#### [Work order]
A bare number is the only acceptable answer: how many lines of these entries include "Quick"?

(Stored data entries)
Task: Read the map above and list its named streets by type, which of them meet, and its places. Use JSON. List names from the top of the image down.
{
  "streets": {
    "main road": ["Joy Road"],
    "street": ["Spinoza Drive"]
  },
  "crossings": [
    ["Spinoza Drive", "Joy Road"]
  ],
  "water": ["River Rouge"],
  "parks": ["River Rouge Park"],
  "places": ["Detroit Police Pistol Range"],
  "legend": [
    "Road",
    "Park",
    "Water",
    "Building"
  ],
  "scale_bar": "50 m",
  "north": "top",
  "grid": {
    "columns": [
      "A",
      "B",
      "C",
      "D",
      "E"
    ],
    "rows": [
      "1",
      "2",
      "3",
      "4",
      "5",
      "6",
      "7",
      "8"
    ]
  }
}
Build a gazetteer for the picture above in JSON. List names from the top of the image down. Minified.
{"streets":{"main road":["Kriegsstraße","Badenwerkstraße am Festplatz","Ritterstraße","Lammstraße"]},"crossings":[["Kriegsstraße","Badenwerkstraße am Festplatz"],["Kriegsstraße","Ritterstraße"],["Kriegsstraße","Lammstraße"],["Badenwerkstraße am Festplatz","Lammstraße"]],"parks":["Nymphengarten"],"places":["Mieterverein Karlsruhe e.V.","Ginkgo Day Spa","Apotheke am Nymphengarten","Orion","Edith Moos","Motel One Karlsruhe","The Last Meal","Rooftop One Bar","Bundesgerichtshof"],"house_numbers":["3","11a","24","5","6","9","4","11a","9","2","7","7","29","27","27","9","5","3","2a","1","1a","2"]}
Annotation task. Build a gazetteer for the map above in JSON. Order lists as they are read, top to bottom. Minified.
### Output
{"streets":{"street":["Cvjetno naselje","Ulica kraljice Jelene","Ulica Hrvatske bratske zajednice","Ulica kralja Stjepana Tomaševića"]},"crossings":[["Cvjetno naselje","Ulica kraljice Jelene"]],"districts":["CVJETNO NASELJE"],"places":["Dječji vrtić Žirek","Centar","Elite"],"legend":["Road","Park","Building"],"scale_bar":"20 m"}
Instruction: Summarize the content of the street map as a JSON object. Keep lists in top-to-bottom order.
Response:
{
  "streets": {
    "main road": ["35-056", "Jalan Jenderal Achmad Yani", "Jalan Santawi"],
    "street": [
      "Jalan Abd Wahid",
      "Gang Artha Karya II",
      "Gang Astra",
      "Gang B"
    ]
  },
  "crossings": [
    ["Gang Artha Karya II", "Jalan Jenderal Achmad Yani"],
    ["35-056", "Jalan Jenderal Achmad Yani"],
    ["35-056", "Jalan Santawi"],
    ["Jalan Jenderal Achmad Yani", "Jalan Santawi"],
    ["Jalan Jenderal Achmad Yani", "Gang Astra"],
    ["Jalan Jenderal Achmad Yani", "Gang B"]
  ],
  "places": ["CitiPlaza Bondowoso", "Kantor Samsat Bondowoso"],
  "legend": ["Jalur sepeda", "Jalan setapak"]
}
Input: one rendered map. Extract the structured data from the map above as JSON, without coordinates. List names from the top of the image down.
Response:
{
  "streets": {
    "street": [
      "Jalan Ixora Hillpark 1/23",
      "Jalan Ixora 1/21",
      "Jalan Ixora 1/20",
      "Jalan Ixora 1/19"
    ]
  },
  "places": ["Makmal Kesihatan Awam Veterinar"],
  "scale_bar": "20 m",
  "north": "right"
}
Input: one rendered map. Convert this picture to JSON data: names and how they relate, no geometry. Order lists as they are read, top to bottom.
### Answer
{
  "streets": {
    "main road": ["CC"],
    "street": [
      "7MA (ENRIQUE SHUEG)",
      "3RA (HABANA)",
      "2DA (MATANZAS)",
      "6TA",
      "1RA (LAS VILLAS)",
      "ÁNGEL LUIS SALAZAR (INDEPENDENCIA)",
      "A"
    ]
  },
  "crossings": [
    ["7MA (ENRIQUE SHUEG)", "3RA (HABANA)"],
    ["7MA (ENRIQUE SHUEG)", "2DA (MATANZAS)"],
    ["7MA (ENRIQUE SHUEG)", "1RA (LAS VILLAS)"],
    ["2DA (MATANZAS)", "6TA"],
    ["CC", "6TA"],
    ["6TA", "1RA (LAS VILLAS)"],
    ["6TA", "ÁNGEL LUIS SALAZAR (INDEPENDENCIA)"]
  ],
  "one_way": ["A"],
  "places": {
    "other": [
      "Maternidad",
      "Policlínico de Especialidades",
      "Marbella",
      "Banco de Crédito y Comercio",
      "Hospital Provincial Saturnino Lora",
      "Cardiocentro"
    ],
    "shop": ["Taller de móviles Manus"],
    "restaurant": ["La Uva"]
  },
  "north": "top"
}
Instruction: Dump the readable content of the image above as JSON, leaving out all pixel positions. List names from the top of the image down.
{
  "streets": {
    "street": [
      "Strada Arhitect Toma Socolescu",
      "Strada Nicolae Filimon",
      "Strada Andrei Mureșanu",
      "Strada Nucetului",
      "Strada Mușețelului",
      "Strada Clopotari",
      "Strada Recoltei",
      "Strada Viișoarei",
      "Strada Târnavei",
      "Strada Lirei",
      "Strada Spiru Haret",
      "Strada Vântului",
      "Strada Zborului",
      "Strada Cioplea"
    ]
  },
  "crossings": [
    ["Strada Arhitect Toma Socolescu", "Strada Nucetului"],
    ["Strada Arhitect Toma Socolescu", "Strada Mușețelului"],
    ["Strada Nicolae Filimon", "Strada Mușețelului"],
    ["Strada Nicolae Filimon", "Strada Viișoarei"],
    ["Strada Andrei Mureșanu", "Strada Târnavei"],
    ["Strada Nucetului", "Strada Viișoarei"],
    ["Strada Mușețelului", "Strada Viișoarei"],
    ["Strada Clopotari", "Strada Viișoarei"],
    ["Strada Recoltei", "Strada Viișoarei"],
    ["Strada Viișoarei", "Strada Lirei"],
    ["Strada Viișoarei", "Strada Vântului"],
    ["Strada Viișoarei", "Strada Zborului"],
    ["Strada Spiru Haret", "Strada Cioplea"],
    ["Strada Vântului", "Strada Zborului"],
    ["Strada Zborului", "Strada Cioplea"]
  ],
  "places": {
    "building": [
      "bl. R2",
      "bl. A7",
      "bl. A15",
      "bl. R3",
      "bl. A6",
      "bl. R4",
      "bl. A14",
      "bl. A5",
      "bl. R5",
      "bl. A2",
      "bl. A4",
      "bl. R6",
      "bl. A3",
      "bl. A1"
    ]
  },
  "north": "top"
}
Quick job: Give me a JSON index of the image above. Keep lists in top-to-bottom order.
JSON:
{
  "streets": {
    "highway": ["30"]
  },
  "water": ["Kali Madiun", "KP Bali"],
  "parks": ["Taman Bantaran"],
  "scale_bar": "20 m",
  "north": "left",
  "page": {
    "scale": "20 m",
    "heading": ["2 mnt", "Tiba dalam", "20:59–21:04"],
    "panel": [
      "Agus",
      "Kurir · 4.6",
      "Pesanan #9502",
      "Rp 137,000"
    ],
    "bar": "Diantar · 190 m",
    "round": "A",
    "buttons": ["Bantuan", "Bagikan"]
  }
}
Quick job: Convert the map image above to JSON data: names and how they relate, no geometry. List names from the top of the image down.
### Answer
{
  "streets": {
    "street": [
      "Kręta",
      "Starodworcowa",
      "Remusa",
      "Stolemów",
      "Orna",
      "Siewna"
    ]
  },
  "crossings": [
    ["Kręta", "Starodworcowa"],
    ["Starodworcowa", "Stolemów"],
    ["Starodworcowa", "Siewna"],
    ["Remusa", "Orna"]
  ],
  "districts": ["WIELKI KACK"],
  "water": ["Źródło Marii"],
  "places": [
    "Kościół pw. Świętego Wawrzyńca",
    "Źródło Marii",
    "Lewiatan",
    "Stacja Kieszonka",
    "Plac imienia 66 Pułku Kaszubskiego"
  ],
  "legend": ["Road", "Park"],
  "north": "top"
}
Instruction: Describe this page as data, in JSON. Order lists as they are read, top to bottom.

#### [Response]
2